Well, yeah. He sort of does. He’s a terrible fielder, he gets hurt a lot, and his OBP was an awesomely bad .277 last year. But he also hit 25 homers, and he’s a lefty who suffered through some terrible luck (his .249 BABIP was far below his career average, and is likely to rebound). I won’t pretend he doesn’t have flaws – good lord, does he – but I also won’t accept that we’re living in a baseball world where a team that’s desperate for left-handed power can’t bring on a guy who hit 25 dingers last year for just about zero cost.
When I saw how many HR he had last year, my first thought was of course, “but he probably hit 23 in Texas, right?” Surprisingly, no. He hit 12 of the 25 on the road, but overall was a far better player away from Arlington, putting up an OPS of .802 on the road vs. just .674 at home. More importantly, check out his career split against LH/RH pitchers:
Career vs. LHP: .229/.278/.378 .656
Career vs. RHP: .285/.348/.498 .847
The man, clearly cannot hit lefties at all. But so what? You’ve got a nearly 100% right-handed bench for that. If he never once faces a lefty all season, all the better – let him pound on all the righties who would otherwise feast on Carroll, Johnson, or Belliard.
As for his defense, it’s not pretty. He’s a terrible third baseman, and average at best at first. But that’s not why you bring him in, because he’s your 3rd option at best at each of those positions. You bring him in because he can provide lefty power off the bench at a minimum price, which is something you simply do not have right now.

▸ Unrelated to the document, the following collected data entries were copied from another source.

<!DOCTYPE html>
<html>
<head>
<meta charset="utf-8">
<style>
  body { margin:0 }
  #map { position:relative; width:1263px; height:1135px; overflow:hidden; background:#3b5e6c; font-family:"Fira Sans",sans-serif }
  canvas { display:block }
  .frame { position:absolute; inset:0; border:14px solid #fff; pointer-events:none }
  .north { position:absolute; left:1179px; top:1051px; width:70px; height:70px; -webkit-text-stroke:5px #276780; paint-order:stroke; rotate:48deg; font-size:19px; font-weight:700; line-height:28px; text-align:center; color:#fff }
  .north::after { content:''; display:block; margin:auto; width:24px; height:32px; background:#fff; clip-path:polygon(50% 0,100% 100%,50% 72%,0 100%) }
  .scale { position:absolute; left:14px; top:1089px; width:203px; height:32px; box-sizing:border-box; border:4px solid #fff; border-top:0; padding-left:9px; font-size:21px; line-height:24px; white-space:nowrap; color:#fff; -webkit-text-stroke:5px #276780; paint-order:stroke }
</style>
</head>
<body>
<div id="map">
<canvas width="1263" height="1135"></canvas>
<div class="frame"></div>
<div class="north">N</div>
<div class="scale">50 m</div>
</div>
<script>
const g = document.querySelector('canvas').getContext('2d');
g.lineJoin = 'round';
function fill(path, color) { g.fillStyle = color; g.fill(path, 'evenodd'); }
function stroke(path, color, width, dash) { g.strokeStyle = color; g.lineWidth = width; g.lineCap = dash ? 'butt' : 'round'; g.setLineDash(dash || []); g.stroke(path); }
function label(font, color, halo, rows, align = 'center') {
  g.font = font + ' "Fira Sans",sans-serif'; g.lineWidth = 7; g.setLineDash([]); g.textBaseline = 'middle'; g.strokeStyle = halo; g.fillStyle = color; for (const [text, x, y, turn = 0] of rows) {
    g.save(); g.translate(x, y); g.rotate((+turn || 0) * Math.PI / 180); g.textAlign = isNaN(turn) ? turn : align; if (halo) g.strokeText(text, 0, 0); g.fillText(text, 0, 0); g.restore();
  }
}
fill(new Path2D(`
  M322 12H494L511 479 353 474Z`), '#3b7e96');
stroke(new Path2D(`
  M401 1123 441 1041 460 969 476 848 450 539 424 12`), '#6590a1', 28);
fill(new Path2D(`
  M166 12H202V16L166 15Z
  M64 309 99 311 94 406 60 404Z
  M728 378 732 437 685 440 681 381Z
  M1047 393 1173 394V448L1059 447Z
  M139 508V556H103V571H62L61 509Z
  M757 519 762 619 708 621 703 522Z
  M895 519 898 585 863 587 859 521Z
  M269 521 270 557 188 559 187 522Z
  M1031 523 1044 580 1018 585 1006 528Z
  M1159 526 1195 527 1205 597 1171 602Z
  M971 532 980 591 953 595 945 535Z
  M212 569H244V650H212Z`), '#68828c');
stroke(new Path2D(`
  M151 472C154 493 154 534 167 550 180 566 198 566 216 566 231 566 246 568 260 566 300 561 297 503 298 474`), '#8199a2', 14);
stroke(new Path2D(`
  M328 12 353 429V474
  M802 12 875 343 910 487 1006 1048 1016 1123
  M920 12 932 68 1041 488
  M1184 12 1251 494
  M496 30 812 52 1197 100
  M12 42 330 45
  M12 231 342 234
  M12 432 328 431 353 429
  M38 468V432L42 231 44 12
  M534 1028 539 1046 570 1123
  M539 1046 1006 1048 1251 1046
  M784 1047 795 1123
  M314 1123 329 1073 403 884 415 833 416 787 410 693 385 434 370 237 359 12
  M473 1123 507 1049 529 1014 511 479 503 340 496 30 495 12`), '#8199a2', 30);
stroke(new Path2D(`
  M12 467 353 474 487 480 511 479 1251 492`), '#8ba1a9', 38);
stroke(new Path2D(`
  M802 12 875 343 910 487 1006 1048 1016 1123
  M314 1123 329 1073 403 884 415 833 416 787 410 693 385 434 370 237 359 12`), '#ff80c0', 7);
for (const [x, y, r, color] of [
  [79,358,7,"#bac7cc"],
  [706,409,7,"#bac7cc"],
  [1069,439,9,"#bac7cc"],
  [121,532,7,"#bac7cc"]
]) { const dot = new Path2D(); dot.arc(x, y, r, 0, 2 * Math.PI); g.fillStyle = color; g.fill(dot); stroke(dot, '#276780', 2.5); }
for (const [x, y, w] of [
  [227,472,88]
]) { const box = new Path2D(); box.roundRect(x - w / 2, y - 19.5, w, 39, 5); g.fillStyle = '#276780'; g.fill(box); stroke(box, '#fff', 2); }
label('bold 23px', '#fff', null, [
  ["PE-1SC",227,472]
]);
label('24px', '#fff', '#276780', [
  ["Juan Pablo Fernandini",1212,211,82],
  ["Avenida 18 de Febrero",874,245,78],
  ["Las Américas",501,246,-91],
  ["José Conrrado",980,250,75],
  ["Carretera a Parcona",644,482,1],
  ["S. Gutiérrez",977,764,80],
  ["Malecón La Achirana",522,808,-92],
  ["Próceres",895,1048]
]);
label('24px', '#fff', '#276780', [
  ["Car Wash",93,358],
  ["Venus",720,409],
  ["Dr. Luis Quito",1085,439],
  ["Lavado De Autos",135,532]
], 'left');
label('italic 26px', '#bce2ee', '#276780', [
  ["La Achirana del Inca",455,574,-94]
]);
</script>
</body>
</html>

Over at FanGraphs, guys who are way smarter than me see Blalock’s flaws but acknowledge his usefulness, particularly in comparing him to Eric Hinske, a player who was tops on my list of possible lefty acquisitions last week:
*As an aside, Blalock bears resemblance to a certain other left-handed former third baseman. One who I’ve mentioned far too much this week already, but here we go again. Blalock stacks up pretty well to Eric Hinske. Check out how they match up across the WAR components since 2002:
So Hinske played positions of less defensive importance, but played them better. He also played a little less and hit a little better.
You can’t get Eric Hinske right now, yet you can pick up Blalock – who’s still only 29, and whose top comparable at baseball-reference is actually Casey Blake – for absolutely nothing. Blalock’s got a lot working against him, I admit. But if you realize what he can do very well (crush righties), and don’t put him in the situations he’s terrible at (hitting lefties or wearing a glove) more than you absolutely have to, he can be a fantastically undervalued pickup for a team who desperately needs one. If that means having to cut ties with Nick Green, Garret Anderson, or Ronnie Belliard, then so be it.